Er mag das nur nebenbei und ohne Nachdenken gesagt haben. Aber nichts zeigt deutlicher, wie viele Menschen und leider vor allem die Politik heutzutage argumentieren: Der Fahrradweg ist holprig und schmal, die Kreuzung wegen eines dauer-parkenden Wohnanhängers schlecht einsehbar, die Fahrerin des Unglücksfahrzeugs schon altersbedingt nicht mehr 100prozentig reaktionsschnell. Doch der erste Vorwurf, den man hört, wird dem Rad-fahrenden Opfer gemacht. #VictimBlaming?

Schuld an diesem schlimmen Unfall kann nicht die Frau am Steuer des PKW haben und genauso wenig der Rad-fahrende alte Mann. Ich sehe hier vielmehr die Verantwortung in einer Infrastruktur, die die Schwachen (und Alten!) nicht schützt: Konnte der Mann die Spur nicht länger halten und geriet aus Unachtsamkeit auf die Straße? Oder fuhr er vielleicht einen plötzlichen Schlenker nach links, als er sich in die selbe Richtung umdrehte? Und was ist mit der PKW-Fahrerin? Warum hatte sie den Mann auf dem Fahrrad vor sich nicht gesehen und die Geschwindigkeit in der Kurve nicht angepasst? Warum hat sie so spät reagiert, dass sie den Zusammenstoß mit dem Fahrradfahrer nicht vermeiden konnte? All diese Fragen, auf die es wohl nie eine Antwort geben wird, führen zu der Feststellung, dass beide Unfallbeteiligten Opfer einer Infrastruktur wurden, die keine Fehler verzeiht. Die einen bezahlen das mit ihrem Leben. Die anderen mit einem Trauma oder Schuldgefühlen bis zum Lebensende.

Warum, frage ich, wird hier von Seiten derer, die es könnten, nicht reagiert? Warum gibt es an der Kreuzung keine Geschwindigkeitsbegrenzung? Warum wird der Fahrradweg als schmaler Streifen auf dem Bürgersteig entlanggeführt, der einen Alleinunfall genauso wahrscheinlich macht wie das Übersehenwerden durch einen einscherenden PKW?

Es wäre ein gutes Zeichen gewesen, bei der Aufstellung des Geisterrads die für Verkehr zuständige Stadträtin Julia Schrod-Thiel anzutreffen.

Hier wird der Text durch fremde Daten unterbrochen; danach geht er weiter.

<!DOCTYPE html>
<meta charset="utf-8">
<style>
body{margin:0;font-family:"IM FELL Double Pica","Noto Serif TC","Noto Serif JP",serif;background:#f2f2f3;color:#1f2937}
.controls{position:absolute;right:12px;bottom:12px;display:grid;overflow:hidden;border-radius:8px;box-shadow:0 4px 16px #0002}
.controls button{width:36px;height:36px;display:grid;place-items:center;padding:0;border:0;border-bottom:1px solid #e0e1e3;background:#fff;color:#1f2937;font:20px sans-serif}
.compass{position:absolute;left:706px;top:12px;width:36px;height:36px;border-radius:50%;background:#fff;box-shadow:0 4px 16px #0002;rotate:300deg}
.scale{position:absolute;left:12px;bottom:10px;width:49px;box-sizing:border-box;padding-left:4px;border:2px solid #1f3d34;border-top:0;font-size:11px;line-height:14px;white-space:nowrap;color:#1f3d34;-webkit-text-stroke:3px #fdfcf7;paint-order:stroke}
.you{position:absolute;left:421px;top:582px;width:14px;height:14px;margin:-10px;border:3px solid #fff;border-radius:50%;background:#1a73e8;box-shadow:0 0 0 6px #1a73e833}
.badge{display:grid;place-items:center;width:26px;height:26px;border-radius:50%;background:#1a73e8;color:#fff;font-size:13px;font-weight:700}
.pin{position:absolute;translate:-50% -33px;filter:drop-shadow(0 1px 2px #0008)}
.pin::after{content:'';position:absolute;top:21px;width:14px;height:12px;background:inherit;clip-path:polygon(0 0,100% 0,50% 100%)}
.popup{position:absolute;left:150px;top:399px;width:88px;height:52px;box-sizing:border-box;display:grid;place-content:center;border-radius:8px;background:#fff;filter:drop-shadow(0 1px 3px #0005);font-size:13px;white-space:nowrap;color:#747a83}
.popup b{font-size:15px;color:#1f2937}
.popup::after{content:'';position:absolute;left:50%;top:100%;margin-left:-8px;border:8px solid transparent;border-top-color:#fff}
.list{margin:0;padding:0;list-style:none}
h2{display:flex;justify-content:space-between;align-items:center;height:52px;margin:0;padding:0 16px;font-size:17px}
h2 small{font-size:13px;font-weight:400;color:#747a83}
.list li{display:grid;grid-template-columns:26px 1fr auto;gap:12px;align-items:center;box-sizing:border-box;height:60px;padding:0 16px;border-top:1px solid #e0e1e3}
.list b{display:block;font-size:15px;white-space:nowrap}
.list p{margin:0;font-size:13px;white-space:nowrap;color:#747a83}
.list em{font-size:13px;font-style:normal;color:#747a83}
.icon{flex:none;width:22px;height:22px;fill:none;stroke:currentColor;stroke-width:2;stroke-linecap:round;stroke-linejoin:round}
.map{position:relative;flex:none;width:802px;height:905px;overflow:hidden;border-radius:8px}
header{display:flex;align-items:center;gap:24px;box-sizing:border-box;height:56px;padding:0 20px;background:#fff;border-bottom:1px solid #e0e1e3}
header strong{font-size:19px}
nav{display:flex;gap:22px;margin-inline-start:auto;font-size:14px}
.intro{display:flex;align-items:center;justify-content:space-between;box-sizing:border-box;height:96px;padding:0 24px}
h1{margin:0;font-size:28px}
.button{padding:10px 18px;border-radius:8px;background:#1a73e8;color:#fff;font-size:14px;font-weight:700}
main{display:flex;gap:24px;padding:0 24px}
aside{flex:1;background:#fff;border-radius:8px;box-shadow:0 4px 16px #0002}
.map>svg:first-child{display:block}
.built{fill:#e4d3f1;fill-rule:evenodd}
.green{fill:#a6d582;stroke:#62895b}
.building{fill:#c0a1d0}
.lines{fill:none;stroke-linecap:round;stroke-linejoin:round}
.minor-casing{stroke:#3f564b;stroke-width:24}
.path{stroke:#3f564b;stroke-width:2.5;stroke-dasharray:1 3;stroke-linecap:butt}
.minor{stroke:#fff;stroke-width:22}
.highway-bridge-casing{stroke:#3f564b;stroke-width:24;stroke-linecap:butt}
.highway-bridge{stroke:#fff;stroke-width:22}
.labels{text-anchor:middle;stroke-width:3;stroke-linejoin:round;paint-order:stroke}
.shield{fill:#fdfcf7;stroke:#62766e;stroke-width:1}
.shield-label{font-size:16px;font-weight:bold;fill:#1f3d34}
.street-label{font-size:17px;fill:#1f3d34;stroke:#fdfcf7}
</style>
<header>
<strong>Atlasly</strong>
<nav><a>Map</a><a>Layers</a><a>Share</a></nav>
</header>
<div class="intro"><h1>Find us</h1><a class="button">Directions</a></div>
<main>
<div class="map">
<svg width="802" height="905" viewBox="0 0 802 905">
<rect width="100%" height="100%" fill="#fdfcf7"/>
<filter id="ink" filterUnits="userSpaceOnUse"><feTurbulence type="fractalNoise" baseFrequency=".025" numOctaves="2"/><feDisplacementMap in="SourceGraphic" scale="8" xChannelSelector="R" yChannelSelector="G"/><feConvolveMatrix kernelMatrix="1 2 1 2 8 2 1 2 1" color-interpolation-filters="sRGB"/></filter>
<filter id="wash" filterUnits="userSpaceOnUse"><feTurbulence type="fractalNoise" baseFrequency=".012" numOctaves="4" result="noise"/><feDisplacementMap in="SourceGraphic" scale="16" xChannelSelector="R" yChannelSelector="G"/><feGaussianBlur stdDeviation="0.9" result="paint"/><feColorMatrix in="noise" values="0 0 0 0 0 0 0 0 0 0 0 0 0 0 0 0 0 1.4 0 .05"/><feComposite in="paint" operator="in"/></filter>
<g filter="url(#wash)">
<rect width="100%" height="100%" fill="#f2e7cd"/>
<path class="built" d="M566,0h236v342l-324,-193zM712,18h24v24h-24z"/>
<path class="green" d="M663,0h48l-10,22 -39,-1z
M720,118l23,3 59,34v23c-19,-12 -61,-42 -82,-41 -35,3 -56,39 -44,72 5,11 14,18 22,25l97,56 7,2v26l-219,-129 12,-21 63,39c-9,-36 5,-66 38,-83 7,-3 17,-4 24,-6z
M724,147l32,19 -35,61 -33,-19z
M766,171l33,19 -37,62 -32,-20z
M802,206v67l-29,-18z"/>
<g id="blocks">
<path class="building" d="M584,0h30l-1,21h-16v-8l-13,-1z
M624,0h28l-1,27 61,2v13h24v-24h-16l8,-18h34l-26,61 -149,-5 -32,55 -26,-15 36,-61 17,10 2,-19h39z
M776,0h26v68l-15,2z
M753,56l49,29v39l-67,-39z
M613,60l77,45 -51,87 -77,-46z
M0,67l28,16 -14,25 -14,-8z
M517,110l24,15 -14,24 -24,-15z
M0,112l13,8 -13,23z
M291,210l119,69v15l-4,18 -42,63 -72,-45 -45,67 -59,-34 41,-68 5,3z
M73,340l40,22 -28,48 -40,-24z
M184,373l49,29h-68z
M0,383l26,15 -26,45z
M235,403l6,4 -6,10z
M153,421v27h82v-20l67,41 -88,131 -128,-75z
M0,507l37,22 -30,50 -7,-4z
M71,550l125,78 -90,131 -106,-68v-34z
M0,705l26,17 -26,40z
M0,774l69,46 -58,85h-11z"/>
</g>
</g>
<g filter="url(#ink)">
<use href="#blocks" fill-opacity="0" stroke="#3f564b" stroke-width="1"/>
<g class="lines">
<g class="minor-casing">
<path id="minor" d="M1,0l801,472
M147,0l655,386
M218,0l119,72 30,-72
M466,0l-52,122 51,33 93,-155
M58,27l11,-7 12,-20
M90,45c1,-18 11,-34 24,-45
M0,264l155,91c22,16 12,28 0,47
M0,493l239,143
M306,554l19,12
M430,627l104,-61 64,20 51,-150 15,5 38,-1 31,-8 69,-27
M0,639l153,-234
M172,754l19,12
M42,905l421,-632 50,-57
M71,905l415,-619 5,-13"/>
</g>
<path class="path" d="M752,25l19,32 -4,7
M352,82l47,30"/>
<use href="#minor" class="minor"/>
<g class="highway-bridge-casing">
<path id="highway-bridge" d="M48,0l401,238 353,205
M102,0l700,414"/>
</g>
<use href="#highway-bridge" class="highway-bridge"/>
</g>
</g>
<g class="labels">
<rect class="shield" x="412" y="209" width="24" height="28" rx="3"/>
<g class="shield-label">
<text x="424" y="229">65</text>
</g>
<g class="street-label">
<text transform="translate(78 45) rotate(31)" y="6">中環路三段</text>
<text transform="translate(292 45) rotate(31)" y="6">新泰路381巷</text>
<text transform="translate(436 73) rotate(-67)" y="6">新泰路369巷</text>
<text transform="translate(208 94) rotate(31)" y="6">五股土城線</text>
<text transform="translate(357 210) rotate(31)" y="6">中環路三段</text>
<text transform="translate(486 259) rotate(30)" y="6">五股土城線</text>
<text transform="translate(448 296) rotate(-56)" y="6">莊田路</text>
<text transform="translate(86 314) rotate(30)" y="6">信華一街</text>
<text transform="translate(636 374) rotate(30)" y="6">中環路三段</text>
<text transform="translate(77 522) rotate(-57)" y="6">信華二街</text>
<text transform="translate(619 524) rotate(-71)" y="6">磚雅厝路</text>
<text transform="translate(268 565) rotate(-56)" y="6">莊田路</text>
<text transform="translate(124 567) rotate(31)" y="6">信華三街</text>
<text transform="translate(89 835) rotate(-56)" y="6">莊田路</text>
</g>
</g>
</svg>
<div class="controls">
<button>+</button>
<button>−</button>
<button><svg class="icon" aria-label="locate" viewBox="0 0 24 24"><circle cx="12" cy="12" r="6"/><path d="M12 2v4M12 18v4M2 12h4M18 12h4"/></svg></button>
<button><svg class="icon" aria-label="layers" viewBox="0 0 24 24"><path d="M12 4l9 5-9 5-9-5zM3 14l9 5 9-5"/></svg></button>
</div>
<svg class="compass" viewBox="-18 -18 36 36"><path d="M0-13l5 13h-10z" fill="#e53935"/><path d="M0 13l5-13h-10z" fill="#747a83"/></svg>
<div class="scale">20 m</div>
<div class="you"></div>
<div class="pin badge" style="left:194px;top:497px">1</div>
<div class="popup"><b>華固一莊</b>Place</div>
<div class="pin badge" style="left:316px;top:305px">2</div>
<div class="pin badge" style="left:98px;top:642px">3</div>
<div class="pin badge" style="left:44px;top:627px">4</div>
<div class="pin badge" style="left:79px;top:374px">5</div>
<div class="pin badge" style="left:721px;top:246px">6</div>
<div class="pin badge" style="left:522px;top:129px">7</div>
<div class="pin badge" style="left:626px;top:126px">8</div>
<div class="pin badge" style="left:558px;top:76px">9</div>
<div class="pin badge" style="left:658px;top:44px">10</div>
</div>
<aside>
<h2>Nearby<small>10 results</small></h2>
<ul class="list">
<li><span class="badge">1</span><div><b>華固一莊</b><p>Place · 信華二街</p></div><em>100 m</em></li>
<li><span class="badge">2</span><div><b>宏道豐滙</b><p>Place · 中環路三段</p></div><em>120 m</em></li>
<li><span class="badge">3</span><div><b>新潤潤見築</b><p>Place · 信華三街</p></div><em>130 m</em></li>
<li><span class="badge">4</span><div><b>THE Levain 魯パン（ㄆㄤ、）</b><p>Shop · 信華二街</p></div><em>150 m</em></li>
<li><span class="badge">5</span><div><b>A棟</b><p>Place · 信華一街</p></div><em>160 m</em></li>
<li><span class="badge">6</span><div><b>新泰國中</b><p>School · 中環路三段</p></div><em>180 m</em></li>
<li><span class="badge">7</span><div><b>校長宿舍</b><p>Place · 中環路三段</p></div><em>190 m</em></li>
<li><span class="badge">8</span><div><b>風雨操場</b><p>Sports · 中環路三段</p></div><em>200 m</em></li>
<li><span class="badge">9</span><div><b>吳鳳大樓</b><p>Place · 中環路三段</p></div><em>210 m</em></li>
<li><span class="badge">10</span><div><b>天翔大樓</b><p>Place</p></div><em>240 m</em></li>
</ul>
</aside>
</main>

Sie hätte keine Rede halten, sich nicht rechtfertigen müssen. Aber ihre Teilnahme hätte gezeigt, dass sie unsere Ängste versteht und vielleicht, nur vielleicht, ihr Amt dazu nutzt, endlich auch Maßnahmen zu ergreifen.

Es war das 14. Geisterrad, das wir dieses Jahr aufstellten. 14 getötete Radfahrende 2023 in Berlin.